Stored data
+ + + + +
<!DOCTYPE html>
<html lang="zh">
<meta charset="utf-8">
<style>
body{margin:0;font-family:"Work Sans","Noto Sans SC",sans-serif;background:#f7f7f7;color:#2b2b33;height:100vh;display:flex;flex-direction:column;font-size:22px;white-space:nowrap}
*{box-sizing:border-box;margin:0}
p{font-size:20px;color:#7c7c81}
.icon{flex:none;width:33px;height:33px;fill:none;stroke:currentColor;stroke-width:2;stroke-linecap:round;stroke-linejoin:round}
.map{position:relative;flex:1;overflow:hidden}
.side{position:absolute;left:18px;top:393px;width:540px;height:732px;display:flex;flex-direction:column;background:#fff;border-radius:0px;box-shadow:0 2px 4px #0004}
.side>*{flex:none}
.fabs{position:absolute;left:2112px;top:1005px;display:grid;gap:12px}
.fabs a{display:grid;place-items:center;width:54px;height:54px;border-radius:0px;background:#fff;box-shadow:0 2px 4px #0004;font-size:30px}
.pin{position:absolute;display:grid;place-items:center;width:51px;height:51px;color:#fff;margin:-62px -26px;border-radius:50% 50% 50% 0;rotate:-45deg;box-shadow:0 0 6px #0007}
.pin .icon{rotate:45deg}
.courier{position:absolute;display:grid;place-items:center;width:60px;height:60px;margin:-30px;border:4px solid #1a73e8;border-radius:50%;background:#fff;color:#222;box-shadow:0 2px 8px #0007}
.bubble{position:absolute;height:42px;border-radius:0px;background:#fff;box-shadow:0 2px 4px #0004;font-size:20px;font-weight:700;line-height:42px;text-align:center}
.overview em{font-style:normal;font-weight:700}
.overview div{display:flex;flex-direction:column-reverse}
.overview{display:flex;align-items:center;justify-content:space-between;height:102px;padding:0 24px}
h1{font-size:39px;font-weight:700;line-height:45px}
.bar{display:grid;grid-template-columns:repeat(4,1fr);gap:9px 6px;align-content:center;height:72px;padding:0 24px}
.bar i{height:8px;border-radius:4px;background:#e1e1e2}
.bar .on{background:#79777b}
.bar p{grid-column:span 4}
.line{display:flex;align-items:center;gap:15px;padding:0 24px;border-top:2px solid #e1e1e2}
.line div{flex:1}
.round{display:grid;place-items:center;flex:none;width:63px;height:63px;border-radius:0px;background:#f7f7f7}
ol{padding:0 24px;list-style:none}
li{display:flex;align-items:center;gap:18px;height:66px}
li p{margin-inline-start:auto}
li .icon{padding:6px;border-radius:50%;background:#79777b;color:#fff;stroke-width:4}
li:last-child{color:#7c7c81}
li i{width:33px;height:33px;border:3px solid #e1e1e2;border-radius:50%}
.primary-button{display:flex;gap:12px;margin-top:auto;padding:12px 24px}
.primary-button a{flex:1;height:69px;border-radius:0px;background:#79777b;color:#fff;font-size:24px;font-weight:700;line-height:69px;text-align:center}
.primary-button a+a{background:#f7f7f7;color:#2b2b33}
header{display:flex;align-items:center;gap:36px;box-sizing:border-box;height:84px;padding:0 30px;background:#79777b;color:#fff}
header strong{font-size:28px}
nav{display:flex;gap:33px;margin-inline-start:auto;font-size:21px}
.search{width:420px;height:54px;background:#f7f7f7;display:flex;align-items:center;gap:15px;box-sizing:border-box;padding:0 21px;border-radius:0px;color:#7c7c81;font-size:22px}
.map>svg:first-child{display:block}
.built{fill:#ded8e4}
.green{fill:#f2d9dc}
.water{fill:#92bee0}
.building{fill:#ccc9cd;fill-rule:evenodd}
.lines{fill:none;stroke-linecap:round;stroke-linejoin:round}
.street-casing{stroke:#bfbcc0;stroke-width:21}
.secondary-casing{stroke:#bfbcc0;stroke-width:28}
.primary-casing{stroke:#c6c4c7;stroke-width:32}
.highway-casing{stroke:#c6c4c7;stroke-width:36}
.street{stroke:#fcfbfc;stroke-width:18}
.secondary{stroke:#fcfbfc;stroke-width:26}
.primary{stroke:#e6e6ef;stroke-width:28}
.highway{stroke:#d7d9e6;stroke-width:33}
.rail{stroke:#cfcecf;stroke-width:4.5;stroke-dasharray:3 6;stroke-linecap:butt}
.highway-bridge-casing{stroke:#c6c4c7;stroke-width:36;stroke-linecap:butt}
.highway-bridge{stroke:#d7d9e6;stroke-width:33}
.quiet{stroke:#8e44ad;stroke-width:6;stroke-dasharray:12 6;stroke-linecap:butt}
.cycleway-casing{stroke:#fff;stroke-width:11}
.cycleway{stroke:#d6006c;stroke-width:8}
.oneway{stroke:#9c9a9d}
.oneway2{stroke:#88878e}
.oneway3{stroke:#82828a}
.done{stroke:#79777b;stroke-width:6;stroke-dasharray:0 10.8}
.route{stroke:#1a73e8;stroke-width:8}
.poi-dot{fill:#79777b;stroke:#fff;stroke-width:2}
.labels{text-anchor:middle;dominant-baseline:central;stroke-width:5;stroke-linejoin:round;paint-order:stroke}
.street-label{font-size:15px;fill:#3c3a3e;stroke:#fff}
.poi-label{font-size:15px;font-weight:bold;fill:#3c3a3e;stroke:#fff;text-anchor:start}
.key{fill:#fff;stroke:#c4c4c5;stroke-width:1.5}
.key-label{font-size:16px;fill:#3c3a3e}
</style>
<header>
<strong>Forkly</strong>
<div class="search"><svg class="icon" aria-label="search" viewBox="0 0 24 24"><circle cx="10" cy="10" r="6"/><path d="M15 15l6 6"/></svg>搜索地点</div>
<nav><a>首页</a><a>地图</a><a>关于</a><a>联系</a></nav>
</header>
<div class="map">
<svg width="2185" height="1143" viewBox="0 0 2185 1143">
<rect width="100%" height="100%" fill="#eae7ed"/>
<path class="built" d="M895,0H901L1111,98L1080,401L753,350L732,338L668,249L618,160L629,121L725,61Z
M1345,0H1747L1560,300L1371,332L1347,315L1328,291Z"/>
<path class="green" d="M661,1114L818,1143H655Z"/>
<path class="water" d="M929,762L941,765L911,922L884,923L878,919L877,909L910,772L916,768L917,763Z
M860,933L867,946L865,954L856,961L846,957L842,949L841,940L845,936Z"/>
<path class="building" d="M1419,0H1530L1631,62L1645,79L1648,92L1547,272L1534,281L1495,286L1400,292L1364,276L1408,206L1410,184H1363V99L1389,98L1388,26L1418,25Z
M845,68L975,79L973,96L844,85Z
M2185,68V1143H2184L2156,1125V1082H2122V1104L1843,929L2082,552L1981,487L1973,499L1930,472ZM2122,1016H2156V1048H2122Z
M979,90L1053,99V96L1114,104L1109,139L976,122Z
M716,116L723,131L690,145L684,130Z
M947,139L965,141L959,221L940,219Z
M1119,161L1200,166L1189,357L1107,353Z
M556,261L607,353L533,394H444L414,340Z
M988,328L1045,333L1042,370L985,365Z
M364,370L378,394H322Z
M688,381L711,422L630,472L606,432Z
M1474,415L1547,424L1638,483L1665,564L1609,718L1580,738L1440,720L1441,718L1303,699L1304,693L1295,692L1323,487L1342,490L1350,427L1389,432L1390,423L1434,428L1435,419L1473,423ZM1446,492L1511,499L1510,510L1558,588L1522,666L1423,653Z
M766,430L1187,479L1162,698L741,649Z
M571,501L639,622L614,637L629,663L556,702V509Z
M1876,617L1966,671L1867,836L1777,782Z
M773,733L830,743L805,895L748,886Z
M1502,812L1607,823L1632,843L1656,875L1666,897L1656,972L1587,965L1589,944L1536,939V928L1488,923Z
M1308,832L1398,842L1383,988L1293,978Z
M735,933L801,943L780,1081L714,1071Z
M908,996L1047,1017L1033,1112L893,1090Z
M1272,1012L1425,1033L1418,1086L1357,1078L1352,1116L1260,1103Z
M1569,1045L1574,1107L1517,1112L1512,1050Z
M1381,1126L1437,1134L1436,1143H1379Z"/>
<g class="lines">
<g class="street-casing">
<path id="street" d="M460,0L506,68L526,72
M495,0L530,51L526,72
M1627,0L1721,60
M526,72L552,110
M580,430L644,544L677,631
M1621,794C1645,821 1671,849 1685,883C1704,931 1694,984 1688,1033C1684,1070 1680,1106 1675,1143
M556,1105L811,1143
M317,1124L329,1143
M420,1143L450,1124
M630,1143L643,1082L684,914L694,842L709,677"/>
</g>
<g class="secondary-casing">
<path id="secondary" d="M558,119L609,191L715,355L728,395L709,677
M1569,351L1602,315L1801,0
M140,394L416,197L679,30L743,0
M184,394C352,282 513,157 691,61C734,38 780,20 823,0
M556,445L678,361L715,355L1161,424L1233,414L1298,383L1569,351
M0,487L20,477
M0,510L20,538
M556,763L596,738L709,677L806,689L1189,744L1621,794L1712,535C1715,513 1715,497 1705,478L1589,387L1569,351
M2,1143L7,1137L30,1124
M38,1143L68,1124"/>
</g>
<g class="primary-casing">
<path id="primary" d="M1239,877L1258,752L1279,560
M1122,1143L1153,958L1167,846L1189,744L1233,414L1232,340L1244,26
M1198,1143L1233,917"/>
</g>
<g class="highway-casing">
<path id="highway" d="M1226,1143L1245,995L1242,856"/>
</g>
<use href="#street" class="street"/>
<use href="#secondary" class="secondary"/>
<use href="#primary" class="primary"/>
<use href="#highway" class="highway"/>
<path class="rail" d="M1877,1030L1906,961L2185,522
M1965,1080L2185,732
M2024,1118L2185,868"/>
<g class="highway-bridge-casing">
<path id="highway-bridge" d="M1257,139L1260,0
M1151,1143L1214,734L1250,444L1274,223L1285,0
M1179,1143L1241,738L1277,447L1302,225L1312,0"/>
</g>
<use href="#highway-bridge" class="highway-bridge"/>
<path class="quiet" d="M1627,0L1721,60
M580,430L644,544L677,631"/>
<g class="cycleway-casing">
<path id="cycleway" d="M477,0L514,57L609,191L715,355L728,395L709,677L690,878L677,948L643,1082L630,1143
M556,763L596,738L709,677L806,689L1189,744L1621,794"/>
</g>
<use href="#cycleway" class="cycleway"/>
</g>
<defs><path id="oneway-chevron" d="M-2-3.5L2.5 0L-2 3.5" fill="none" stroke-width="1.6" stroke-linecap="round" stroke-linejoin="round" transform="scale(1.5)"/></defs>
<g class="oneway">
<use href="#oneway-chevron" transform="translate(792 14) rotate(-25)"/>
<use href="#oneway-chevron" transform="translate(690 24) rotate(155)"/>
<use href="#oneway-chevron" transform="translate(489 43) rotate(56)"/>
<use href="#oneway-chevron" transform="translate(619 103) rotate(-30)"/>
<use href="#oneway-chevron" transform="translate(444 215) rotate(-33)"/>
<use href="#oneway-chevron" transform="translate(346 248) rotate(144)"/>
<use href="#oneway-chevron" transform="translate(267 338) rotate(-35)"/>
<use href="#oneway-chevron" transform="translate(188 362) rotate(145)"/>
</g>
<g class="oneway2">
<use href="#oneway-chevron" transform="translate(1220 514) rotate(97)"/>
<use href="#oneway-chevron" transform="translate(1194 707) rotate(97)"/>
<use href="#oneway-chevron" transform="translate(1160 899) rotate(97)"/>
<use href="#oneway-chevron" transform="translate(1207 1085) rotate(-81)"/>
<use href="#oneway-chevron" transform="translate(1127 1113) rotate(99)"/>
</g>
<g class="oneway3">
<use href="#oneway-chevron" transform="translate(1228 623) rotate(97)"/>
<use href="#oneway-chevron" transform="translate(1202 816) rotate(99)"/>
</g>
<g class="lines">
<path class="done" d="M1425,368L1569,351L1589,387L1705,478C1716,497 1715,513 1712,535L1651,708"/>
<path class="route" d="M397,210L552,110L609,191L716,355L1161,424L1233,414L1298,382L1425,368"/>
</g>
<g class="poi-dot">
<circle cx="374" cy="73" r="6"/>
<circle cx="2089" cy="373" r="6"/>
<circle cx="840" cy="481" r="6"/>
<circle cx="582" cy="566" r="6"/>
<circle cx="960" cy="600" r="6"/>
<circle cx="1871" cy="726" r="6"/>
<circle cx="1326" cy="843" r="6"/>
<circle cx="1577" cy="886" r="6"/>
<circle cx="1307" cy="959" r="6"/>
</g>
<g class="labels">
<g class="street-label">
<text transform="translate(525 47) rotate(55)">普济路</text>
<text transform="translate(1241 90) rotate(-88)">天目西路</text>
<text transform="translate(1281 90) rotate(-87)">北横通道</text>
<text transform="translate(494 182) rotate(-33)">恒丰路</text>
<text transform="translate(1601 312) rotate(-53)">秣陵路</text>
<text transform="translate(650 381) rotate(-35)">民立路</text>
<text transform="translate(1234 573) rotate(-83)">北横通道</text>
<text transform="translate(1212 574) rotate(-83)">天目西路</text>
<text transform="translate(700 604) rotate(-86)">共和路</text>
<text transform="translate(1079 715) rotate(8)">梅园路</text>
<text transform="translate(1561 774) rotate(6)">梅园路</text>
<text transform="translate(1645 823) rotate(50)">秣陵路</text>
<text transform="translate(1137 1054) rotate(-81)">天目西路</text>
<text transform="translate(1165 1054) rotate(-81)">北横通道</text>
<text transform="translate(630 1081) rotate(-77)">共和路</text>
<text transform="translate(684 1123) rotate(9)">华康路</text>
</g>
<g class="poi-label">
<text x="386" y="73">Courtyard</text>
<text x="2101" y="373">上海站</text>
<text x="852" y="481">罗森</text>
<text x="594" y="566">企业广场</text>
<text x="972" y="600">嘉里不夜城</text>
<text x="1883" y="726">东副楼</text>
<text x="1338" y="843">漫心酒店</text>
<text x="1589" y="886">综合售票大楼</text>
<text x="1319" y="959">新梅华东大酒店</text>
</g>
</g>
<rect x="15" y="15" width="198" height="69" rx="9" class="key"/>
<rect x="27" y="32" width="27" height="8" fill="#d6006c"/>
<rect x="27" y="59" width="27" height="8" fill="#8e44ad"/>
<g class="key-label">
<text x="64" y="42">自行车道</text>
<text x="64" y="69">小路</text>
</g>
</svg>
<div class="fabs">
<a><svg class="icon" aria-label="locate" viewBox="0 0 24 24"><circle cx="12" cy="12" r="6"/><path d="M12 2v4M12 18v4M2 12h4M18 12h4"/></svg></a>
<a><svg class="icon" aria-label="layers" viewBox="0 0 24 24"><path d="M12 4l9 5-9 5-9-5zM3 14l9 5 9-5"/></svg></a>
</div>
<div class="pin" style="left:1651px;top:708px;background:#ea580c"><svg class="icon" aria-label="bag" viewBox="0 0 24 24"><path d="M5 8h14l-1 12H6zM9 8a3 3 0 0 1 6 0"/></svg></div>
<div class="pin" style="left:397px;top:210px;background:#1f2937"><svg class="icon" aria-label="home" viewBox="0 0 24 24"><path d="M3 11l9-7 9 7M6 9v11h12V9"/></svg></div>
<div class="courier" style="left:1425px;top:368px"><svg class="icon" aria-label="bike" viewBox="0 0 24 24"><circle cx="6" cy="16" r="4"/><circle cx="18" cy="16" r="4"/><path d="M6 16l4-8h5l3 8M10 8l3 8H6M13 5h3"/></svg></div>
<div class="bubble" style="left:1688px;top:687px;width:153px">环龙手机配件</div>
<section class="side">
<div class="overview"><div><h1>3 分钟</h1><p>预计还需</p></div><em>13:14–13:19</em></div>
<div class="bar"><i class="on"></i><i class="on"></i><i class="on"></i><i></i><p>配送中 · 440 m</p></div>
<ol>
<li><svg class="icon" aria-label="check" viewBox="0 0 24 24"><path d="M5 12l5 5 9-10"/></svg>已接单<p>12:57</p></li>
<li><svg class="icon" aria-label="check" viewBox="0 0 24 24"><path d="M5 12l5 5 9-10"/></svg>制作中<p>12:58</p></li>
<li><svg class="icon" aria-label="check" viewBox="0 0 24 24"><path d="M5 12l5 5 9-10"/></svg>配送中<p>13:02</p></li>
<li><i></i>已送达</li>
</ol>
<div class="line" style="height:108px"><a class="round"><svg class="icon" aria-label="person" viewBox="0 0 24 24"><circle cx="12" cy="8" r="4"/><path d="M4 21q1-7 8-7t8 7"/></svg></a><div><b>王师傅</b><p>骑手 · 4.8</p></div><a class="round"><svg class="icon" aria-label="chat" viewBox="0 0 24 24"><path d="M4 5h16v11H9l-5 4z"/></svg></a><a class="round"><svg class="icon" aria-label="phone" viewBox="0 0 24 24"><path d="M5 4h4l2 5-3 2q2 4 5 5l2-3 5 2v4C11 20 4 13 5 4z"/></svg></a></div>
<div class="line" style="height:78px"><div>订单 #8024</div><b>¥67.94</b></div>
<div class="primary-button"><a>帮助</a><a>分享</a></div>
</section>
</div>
+ + + + +
Please give the number of lines above in which the word "labels" appears, without any other text.

Response = 2